Segment Open

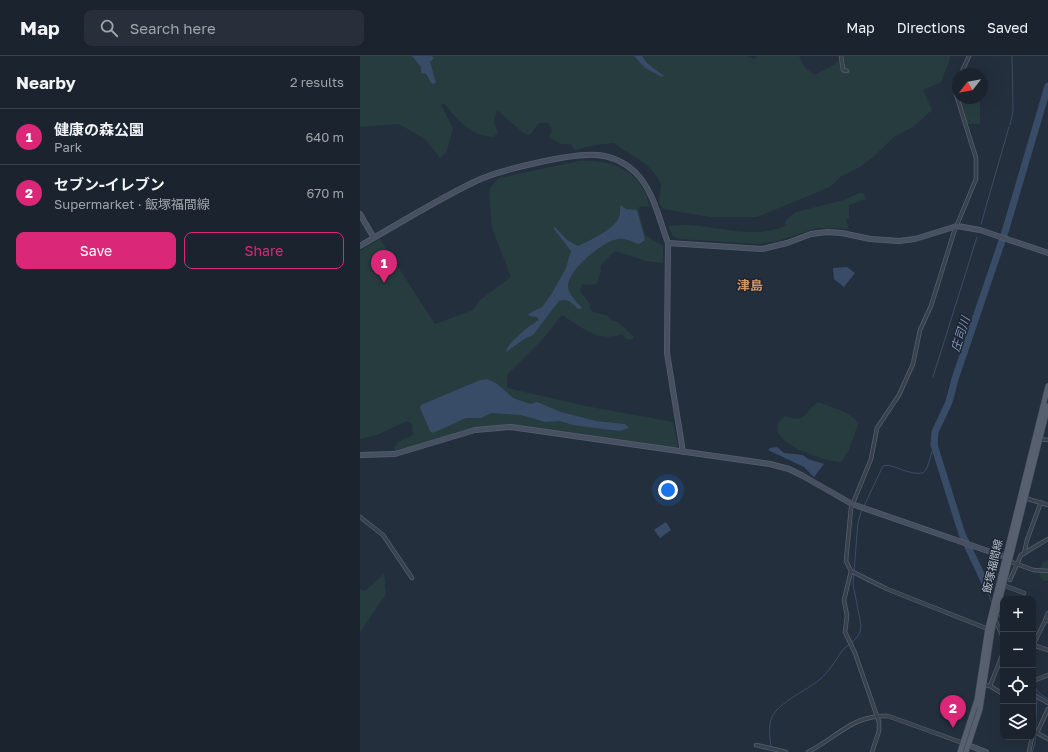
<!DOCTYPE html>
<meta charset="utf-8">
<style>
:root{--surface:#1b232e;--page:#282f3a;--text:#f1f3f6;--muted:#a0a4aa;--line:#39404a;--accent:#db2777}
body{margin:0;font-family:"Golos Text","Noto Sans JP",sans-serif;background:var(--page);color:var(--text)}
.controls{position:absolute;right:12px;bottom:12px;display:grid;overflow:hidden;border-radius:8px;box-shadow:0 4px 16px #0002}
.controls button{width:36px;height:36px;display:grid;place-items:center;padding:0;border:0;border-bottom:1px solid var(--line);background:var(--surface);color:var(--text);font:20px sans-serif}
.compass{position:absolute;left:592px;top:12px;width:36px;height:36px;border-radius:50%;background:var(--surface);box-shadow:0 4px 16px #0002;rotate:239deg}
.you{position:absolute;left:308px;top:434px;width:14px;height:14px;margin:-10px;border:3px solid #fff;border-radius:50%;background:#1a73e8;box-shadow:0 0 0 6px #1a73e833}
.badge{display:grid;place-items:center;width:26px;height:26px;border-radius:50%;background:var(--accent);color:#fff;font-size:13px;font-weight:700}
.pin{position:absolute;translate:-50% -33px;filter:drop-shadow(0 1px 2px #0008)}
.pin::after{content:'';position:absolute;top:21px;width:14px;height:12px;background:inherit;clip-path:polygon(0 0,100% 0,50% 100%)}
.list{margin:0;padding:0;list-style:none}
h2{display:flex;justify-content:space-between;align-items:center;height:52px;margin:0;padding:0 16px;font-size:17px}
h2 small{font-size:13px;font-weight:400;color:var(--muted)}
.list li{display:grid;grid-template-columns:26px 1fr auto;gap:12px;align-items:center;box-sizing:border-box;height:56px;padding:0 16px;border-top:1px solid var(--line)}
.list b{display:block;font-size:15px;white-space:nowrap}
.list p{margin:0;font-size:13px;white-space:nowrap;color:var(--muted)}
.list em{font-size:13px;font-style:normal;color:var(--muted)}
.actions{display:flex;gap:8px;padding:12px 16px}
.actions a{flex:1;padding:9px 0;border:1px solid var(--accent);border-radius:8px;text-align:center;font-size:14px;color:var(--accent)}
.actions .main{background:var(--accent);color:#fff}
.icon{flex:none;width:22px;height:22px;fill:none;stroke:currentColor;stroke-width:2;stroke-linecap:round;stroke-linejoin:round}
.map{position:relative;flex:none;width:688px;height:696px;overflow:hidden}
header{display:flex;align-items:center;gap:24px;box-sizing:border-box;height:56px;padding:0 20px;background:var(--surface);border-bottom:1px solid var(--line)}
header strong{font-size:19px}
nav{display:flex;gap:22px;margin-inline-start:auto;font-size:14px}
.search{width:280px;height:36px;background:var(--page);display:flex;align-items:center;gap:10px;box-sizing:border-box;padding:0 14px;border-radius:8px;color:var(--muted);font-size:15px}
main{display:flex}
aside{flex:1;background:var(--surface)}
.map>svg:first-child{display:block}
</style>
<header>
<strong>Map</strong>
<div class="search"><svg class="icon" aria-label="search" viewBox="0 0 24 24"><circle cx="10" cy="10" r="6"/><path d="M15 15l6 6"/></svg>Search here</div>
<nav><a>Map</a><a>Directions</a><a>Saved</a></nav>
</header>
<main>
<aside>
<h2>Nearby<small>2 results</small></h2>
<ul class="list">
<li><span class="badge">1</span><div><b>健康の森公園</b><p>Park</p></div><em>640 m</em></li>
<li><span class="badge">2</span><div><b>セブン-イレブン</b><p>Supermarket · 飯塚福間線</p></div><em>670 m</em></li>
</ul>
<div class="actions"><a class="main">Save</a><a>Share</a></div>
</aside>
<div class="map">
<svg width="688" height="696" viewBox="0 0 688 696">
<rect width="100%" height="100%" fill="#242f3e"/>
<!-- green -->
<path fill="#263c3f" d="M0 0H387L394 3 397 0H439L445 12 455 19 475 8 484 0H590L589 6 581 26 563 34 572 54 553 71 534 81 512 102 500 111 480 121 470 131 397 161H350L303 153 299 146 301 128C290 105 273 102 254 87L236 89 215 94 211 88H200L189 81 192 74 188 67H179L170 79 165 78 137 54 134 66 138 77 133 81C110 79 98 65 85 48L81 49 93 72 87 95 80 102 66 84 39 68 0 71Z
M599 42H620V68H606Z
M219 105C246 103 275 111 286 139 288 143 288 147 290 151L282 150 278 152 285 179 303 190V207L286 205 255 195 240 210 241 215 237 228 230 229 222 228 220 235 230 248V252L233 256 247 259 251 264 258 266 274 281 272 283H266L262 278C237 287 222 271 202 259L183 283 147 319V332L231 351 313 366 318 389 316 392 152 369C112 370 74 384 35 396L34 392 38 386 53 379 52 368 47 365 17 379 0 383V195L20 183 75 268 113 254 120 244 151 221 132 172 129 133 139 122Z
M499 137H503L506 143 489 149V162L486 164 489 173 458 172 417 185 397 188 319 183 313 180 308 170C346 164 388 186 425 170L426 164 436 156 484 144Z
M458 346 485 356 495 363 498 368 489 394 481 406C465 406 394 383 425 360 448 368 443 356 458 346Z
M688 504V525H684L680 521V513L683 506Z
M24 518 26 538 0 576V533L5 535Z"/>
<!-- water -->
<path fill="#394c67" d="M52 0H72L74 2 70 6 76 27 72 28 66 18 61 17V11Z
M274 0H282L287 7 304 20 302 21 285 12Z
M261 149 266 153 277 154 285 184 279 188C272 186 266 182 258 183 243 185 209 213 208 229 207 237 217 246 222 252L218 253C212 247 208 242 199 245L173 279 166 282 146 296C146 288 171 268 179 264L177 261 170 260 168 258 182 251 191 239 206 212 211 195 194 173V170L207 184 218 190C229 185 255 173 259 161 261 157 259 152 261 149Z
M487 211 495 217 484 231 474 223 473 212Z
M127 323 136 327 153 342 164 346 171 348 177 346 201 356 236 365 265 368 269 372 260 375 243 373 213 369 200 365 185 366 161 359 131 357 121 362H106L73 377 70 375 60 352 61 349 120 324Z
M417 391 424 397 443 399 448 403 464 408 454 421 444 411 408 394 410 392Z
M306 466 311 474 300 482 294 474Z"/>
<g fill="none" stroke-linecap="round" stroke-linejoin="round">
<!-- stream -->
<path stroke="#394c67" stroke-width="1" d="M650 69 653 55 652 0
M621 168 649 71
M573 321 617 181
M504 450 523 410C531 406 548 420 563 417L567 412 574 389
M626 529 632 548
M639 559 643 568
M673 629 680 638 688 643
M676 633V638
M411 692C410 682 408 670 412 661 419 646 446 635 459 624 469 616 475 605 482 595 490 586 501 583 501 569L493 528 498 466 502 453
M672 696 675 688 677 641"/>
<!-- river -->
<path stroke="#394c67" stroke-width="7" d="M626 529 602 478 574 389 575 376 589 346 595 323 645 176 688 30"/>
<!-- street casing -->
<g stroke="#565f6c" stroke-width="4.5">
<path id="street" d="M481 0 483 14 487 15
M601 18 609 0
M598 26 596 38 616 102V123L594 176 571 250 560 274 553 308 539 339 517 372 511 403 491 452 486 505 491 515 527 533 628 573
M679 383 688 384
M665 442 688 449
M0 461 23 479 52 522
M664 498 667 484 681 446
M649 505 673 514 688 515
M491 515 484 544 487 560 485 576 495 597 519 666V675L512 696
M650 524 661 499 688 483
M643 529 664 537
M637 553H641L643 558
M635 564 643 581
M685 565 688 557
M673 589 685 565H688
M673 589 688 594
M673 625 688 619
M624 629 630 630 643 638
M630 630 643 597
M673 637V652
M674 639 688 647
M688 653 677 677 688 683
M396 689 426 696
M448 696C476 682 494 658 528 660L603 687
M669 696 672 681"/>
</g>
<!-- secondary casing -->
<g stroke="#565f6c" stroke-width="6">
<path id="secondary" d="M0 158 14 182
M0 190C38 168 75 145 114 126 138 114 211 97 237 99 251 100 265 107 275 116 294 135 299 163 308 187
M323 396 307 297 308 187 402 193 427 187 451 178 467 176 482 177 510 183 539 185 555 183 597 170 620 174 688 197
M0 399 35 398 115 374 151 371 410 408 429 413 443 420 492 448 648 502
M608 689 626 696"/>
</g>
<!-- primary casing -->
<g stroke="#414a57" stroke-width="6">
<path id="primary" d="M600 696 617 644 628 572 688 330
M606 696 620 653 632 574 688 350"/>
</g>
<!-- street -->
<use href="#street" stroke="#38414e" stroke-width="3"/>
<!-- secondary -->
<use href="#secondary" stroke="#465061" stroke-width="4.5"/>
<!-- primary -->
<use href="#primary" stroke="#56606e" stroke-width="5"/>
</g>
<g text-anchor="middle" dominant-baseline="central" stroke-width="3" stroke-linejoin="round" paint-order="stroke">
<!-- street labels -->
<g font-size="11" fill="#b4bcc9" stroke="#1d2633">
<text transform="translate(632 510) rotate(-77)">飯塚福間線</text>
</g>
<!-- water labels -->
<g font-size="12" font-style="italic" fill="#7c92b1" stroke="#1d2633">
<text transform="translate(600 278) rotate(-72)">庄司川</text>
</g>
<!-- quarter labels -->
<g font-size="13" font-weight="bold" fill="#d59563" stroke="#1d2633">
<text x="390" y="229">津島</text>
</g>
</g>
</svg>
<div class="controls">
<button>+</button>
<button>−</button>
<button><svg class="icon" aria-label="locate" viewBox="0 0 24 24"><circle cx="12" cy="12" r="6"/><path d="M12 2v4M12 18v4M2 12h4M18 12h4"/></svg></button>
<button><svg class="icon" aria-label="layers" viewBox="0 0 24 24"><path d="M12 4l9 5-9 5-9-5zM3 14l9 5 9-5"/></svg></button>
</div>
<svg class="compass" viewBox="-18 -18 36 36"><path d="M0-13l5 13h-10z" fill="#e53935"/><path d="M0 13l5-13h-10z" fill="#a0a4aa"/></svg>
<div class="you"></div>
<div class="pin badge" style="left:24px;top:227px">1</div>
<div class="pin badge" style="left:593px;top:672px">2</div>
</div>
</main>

Segment Closed

Copy each line above that contains the string "transform".

• **FINISHED TASK**:
<text transform="translate(632 510) rotate(-77)">飯塚福間線</text>
<text transform="translate(600 278) rotate(-72)">庄司川</text>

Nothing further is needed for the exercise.